Não adoto este silêncio...
Mas o Parlamento decidiu adotá-lo na passada quarta-feira. O Partido Socialista, o Bloco de Esquerda e o Partido Comunista Português, para ser mais rigorosa. Decidiram estes partidos adotar o silêncio, chumbar a comissão parlamentar proposta pelo PSD (e a proposta pelo CDS-PP), afastando-se do escandaloso caso das supostas adoções ilegais que ocorreram na IURD.
Nos últimos meses, e em resultado de uma investigação feita por um órgão de comunicação social, fomos tendo conhecimento de várias suspeições de grande gravidade em torno de supostas adoções ilegais forjadas na IURD.
Relatos de filhos retirados dos pais biológicos sem que estes tivessem sido ouvidos em tribunal. Relatos de um lar ilegal onde os pais confiavam os seus filhos encaminhados pela Segurança Social. Relatos de relatórios falsos que suportaram decisões da Santa Casa da Misericórdia de Lisboa. Entre muitos outros. São relatos suficientemente graves para que qualquer cidadão queira cabais esclarecimentos sobre o assunto de forma a continuarmos a confiar na forma como atua o Estado, como funciona o sistema de promoção e proteção de menores, como opera a justiça e, já agora, como está o regime. Daí que tenha, no dia em que fui eleita presidente da JSD, alertado para a importância de ser criada uma comissão parlamentar sobre este assunto.
No dia 29 de janeiro deste ano, foi apresentada no Parlamento a petição "Não adoto este silêncio - Adoções ilegais da IURD e abertura de uma comissão de inquérito". A petição, subscrita por 5787 cidadãos, pedia o envolvimento da Assembleia da República, na sequência das alegadas graves situações de adoções ilegais forjadas na IURD, casos de grave desrespeito pela Constituição e pela lei. Na tramitação da petição "Não adoto este silêncio" foram ouvidas várias pessoas que trouxeram ao conhecimento dos deputados não só ilegalidades cometidas no passado como práticas incorretas e ilegítimas por parte de entidades públicas no presente. Tudo isto tem de ser esclarecido. Quem não deve não teme, doa a quem doer.
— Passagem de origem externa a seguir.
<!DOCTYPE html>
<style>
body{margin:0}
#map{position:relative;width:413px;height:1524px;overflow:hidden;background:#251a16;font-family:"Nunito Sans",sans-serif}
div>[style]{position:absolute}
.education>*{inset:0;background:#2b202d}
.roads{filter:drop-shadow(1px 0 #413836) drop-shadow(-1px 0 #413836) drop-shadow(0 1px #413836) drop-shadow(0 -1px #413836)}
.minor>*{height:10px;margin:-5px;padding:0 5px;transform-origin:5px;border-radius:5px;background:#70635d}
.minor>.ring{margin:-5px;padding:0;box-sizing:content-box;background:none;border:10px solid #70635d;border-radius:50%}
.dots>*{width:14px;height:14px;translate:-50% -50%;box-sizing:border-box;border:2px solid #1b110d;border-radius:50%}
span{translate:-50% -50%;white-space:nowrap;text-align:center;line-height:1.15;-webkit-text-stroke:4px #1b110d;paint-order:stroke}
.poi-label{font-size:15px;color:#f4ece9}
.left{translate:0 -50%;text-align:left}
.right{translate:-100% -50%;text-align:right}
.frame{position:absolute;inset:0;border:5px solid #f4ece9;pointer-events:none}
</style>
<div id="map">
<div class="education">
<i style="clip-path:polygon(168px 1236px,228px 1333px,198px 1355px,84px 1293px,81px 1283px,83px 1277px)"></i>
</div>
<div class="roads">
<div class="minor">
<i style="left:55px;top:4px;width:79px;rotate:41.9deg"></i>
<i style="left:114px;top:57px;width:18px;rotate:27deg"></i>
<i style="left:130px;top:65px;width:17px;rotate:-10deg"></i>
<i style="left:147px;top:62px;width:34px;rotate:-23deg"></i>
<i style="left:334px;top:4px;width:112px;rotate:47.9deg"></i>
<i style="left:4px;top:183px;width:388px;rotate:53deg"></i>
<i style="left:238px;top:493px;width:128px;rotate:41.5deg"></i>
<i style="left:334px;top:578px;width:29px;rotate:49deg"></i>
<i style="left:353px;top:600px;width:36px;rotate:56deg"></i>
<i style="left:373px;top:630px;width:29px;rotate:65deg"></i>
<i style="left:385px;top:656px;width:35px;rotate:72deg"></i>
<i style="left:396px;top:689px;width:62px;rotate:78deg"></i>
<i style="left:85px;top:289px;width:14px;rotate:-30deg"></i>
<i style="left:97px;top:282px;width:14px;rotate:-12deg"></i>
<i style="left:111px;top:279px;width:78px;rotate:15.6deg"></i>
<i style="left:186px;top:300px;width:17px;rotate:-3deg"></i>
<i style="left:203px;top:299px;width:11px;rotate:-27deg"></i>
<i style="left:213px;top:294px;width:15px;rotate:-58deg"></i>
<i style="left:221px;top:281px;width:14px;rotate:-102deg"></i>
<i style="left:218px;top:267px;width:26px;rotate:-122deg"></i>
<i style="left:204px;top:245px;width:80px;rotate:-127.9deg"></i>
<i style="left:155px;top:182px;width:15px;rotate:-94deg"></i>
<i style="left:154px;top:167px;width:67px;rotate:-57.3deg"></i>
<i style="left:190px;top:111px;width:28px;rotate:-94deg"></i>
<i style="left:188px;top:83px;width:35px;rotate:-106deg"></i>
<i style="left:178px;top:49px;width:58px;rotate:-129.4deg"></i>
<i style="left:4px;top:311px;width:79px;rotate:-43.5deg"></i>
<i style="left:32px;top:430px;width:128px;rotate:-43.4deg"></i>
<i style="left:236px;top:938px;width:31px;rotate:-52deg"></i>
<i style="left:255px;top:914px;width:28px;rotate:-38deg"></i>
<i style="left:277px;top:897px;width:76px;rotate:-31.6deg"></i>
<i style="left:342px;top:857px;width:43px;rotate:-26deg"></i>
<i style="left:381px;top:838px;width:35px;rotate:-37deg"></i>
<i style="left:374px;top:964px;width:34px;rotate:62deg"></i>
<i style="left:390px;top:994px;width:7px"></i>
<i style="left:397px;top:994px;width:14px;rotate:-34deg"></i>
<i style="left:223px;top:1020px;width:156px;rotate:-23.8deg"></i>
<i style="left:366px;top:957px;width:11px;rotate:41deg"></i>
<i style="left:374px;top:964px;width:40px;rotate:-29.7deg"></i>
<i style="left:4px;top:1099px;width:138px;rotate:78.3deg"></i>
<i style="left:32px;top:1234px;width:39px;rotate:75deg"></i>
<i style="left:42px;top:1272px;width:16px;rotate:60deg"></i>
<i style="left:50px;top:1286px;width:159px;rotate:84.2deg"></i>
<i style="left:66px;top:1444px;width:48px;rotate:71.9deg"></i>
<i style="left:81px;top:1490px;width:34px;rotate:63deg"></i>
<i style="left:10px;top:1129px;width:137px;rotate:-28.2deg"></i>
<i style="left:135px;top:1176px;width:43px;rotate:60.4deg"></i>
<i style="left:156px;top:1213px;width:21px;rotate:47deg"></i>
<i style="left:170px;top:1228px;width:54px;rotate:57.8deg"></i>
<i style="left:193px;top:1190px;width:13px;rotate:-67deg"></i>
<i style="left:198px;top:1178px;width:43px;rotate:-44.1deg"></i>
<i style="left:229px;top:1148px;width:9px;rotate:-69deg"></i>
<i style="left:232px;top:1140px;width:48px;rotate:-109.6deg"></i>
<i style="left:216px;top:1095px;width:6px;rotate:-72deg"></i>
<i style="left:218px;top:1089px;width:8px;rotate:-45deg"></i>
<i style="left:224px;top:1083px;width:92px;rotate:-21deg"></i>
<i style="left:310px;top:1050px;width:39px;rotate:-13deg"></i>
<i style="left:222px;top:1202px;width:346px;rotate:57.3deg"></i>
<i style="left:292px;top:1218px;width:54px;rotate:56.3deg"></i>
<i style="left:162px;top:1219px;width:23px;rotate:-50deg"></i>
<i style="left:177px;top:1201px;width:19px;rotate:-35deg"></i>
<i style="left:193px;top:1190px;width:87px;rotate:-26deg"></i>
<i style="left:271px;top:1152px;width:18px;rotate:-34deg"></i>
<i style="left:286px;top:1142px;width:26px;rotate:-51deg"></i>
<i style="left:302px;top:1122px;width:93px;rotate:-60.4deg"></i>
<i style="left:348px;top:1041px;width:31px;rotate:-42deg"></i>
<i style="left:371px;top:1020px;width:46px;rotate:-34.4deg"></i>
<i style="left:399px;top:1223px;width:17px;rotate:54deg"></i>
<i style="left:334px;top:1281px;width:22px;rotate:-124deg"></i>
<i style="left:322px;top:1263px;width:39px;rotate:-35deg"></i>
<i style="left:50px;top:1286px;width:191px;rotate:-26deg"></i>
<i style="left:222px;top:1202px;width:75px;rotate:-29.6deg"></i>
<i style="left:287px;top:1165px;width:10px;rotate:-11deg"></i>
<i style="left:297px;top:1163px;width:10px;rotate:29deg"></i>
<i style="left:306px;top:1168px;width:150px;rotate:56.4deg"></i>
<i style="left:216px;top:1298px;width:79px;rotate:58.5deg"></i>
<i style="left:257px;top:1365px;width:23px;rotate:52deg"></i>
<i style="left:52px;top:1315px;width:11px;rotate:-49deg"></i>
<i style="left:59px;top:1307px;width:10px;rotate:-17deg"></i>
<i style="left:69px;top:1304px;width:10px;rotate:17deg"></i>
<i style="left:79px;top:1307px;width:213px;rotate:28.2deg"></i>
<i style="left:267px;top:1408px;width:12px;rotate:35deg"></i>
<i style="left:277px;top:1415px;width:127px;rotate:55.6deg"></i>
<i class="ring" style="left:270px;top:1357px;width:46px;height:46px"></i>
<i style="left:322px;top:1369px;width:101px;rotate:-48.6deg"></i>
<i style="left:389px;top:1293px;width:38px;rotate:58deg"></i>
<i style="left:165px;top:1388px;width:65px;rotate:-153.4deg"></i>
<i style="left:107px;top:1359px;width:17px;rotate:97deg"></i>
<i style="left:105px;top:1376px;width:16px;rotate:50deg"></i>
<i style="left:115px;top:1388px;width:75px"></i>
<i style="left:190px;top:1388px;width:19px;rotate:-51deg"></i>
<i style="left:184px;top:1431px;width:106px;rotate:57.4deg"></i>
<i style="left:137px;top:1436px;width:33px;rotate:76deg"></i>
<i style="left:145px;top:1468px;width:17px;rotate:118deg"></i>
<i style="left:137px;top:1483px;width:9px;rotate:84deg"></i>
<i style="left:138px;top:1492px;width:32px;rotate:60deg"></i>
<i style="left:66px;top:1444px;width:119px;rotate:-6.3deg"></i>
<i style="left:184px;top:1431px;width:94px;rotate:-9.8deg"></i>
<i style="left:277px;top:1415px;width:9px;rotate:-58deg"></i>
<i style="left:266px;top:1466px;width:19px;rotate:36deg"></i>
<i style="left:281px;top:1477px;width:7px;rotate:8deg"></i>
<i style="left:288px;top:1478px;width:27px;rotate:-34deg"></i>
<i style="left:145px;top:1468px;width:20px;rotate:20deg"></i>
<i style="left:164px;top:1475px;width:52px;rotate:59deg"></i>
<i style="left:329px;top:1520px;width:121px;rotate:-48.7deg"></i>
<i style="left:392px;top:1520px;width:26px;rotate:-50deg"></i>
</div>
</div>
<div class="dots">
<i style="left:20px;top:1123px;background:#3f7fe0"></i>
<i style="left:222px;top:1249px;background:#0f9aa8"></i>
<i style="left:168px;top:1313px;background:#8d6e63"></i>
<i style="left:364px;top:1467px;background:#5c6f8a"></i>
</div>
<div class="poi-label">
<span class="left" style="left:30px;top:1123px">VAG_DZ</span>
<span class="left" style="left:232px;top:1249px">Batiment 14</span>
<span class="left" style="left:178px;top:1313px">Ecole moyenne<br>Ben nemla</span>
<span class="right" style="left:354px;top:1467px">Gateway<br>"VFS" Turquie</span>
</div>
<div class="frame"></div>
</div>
Importa saber o que se passou efetivamente, mesmo que esta verdade já tenha 20 anos. Merece ser apurada até ao mais ínfimo detalhe. Até porque não se trata aqui de interferir em processos penais que estão em curso, mas sim da responsabilidade do Parlamento enquanto órgão fiscalizador da administração pública e do seu papel enquanto órgão legislativo, respondendo a essas situações que merecem correções legislativas.
Como é que a Assembleia da República poderia ficar indiferente ao conteúdo de uma petição desta natureza?
E mais. Das audições realizadas ficaram várias suspeições sobre procedimentos e práticas atuais que apontam para a continuação de falhas no respeito dos direitos fundamentais, designadamente, de crianças e progenitores.
Posto isto, e sabendo de tudo o que tem vindo a público na imprensa e nas audições realizadas no Parlamento, como é possível fechar os olhos à descoberta da verdade? Como é possível fechar os olhos a violações grosseiras dos direitos de crianças e progenitores ocorridas no passado? Como é possível fechar os olhos à eventual perpetuação destas situações à data de hoje? Não adoto este silêncio.